İlk mektubu ben yazayım.
Canımın içi'ne..
Yine bahar geldi ve toprak yeşerdi.
Toprak ne kadar da inatçı. Her yıl üstündeki hayat ölüyor, bağrına yeni yeni ölüleri kabul ediyor ama o inatla yeniden, yeniden yeşertiyor hayatı.
Her bahar yaptığım gibi, bu bahar da başım göklerde geziyorum bir süredir, leyleklerin hatırına ve onları dün gördüm gökyüzünde. Geniş kanatlarıyla uyumlu bir leylek katarı Afrika’dan buraya ulaşmayı başarmıştı.
Ama sanki insanlar, insanların önemli bir çoğunluğu baharın geldiğinin farkında değiller ya da artık umursamıyorlar.
Ben, baharın geldiğini hep umursayacağım.
Ben, her bahar geldiğinde seni ayrı bir nedenle bir kez daha düşüneceğim çünkü beni doğurduğun mevsim ilkbahar.
Bugün, senden ayrı geçirdiğim 2.doğum günüm. Evde yalnızım. Oturmuşum baharın gelişi ile senin bir kış günü, bize el bile sallamadan gidişini düşünüyorum.
Biliyorum ki, hep eğlenirdin benim son birkaç yıldır doğum günlerimde sana çiçek almamla. O çiçekleri sana verir, sana sarılır ve bana verdiğin hayat için çok teşekkür ederdim her seferinde.
Mutlu olurdun ama benimle dalga geçmeyi de ihmal etmezdin.
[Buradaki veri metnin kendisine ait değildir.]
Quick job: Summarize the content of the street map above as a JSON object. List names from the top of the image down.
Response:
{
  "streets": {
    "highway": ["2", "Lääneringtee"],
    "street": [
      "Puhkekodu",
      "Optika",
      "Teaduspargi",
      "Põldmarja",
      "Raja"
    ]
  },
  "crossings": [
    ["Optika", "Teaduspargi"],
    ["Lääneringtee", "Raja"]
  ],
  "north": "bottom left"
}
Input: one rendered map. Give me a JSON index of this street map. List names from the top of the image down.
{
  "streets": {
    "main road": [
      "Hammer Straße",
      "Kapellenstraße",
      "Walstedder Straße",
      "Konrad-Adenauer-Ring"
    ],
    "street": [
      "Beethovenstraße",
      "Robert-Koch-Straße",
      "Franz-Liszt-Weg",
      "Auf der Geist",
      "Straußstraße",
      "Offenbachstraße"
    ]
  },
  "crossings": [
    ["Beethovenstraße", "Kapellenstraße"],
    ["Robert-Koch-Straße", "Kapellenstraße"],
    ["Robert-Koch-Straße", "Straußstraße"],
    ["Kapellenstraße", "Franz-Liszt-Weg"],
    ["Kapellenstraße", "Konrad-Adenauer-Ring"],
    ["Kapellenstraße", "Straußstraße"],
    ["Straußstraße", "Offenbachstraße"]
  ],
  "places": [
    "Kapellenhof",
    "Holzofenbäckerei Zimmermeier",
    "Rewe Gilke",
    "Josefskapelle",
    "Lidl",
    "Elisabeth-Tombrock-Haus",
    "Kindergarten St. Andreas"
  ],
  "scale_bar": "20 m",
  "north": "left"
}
Aramızda geçen konuşmalarla neşelenir, gülerdik.
Ne tuhaf, hayat çok güzel olabilir bir insan için ama aynı insan için hayat çok kırılgan da olabilir.
Şimdi, burada düşünüyorum ve anlıyorum ki, sen beni böyle görmek istemezdin. Sürekli hüzünlü hallerde, her an dibe vurmalarda.
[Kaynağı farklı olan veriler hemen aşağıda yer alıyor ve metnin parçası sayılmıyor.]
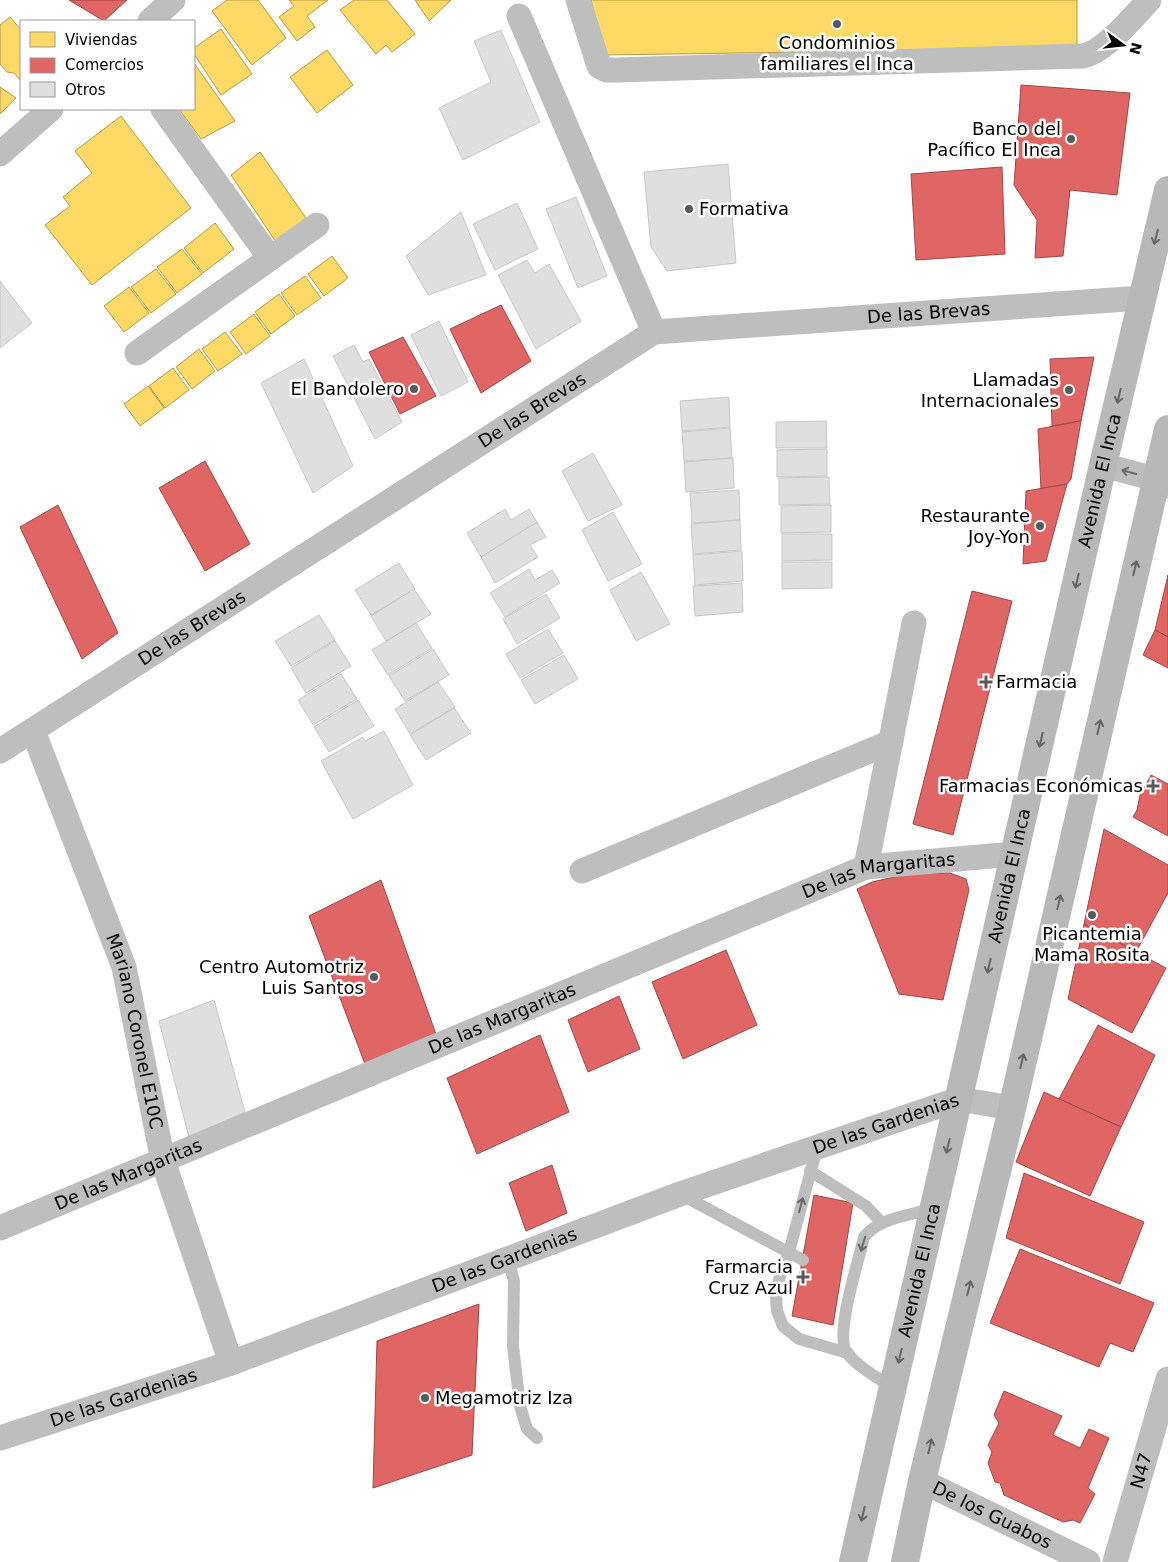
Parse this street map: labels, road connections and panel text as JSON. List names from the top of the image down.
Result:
{
  "streets": {
    "main road": ["Avenida El Inca"],
    "street": [
      "De las Brevas",
      "De las Margaritas",
      "Mariano Coronel E10C",
      "De las Gardenias",
      "N47",
      "De los Guabos"
    ]
  },
  "crossings": [
    ["De las Brevas", "Avenida El Inca"],
    ["De las Brevas", "Mariano Coronel E10C"],
    ["Avenida El Inca", "De las Margaritas"],
    ["Avenida El Inca", "De las Gardenias"],
    ["De las Margaritas", "Mariano Coronel E10C"],
    ["Mariano Coronel E10C", "De las Gardenias"]
  ],
  "places": {
    "other": [
      "Condominios familiares el Inca",
      "Banco del Pacífico El Inca",
      "Formativa",
      "El Bandolero",
      "Llamadas Internacionales",
      "Restaurante Joy-Yon",
      "Picantemia Mama Rosita",
      "Centro Automotriz Luis Santos",
      "Megamotriz Iza"
    ],
    "health": ["Farmacia", "Farmacias Económicas", "Farmarcia Cruz Azul"]
  },
  "legend": ["Viviendas", "Comercios", "Otros"],
  "north": "right"
}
Güzel olan kısmını çok da iyi yaşayamadan geçtim ben hayatın, şimdi 2. boyutundayım. Kırılgan, kırıldıkça insanı yok eden boyutunda.
Ama kendimi iyi tanırım. Bu uzun sürmeyecek ve ben yine hayatın güzel yanına döneceğim çok geçmeden.
Her seferinde acıyla yaşadığım deneyimler beni hayata bağlanmaya zorluyor. Tıpkı toprağın her yıl yeniden yeşermesi gibi, ben de dibe her vurduktan sonra suyun yüzüne çıkmayı başarıyorum ve daha da önemsiyorum aldığım nefesi.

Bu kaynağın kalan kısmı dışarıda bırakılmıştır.